The essays examining the eighteen works in Group 1 are by well-established scholars of Chinese art who take a range of approaches, from the connoisseurial to the sociohistorical. The catalog opens with Gates’s engaging essay on Yang Hui’s delicate depiction of flowering plum, A Branch of the Cold Season (ca. 1440). It serves as an excellent introductory text, as Gates considers the significance of the painting as a gift and effectively interprets the way in which the inscribed poem and image act together to create the meaning of the painting. She concludes her essay with a technical discussion of connoisseurship and dating, working in detail with the many seals that are impressed on the handscroll.
Similarly, Qianshen Bai takes up a long calligraphic handscroll by Chang Ch’ung-ho Frankel, an important but little-studied female calligrapher and painter of the twentieth century, several of whose works are in SAM’s collection. As is his hallmark, Bai makes calligraphy accessible to the lay reader, clearly describing its forms and techniques as he interweaves biography and style. Of special interest is his insight that there is something “musical” in Frankel’s small, neat “standard script.” Bai’s beautiful development of this idea through his discussion of character form is let down only by the reader’s inability to readily identify the specific characters to which he is referring; one wishes that the same white boxes used to highlight inscriptions and seals might also have been employed to tag the details mentioned in this and other essays.[7]

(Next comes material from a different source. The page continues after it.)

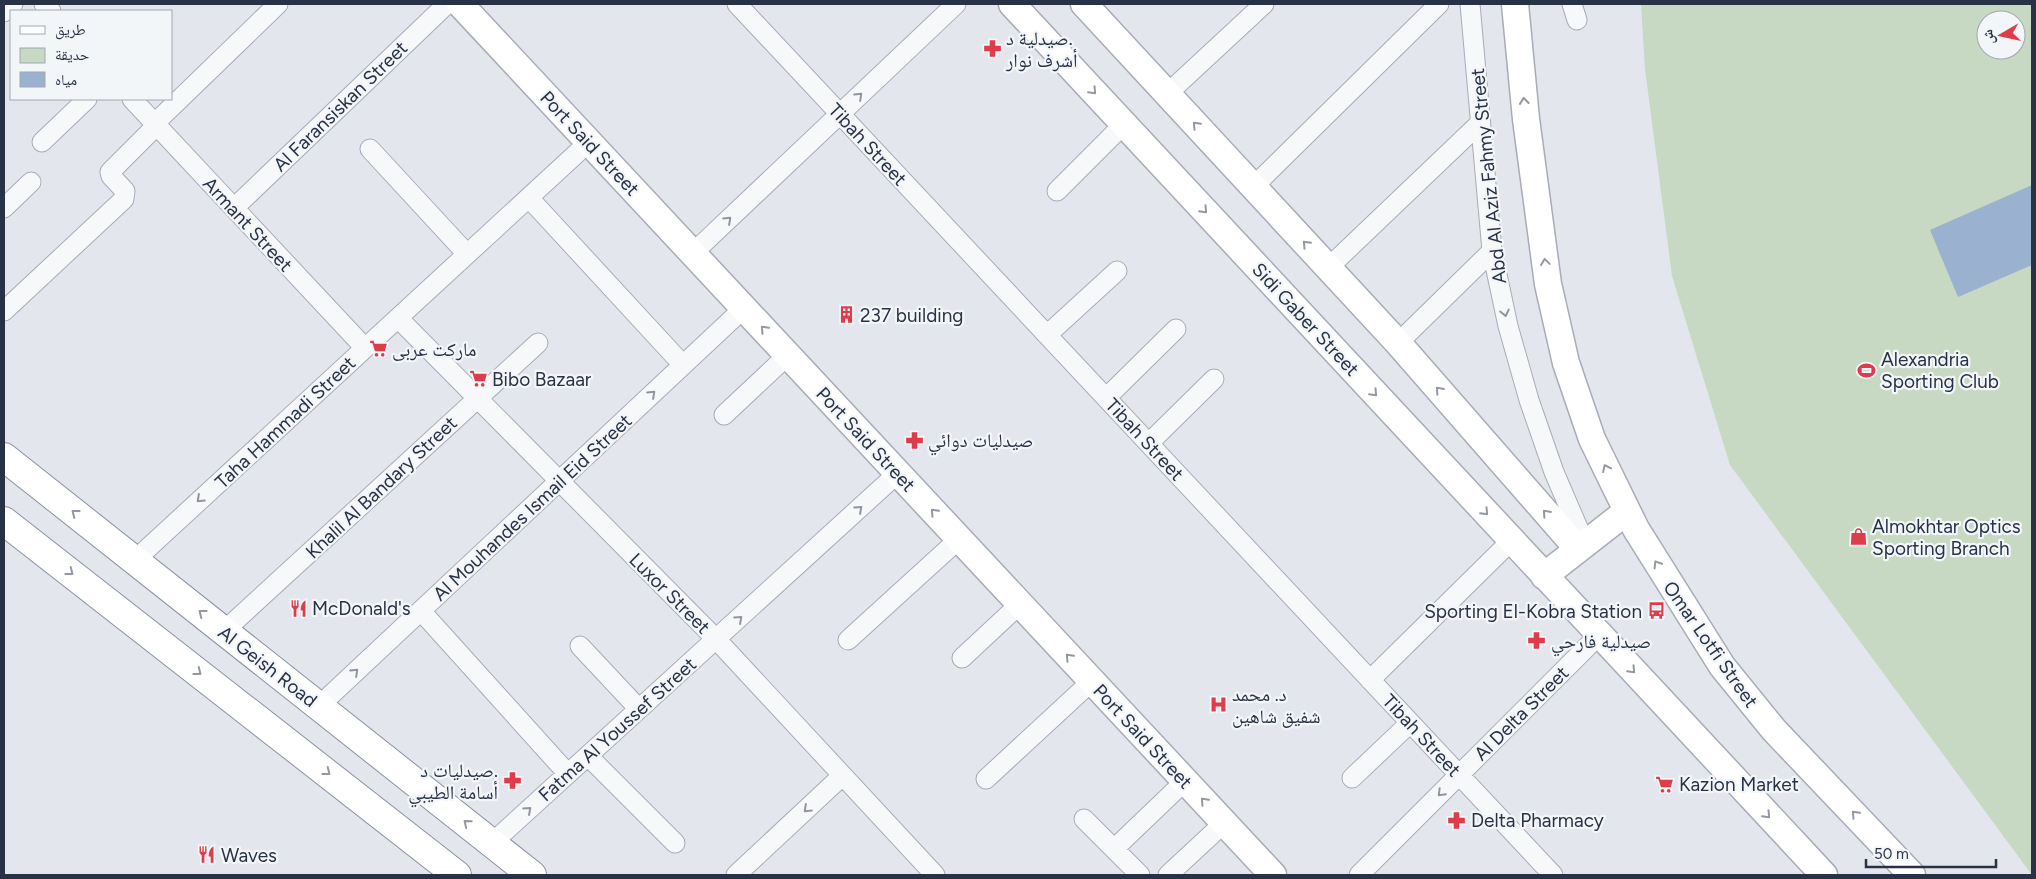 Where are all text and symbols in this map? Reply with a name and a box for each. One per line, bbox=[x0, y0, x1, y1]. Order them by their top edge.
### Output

Less connoisseurially-based essays are equally satisfying. Michele Alberto Matteini’s study of an eighteenth-century album by the artists Luo Ping and Xiang Jun offers a wonderful meditation on collaboration and the master-pupil relationship in Chinese painting. Heping Liu identifies a short handscroll by Shitao, Farewell Landscape for Mr. Wuweng (1689), as the second of a trio recording the seventeenth-century master’s later-life trip to Beijing, and thus part of a key moment in the painter’s personal journey in a period of political and social tumult. Breathing new life into the familiar subject of painting in the style of old masters, Barnhart explores significations of copying in Zhou’s Solitary Angler on an Autumn River, whose pictorial reflection on the “inkplay” of the Yuan master Wu Zhen served as a vehicle for self-discovery and expression.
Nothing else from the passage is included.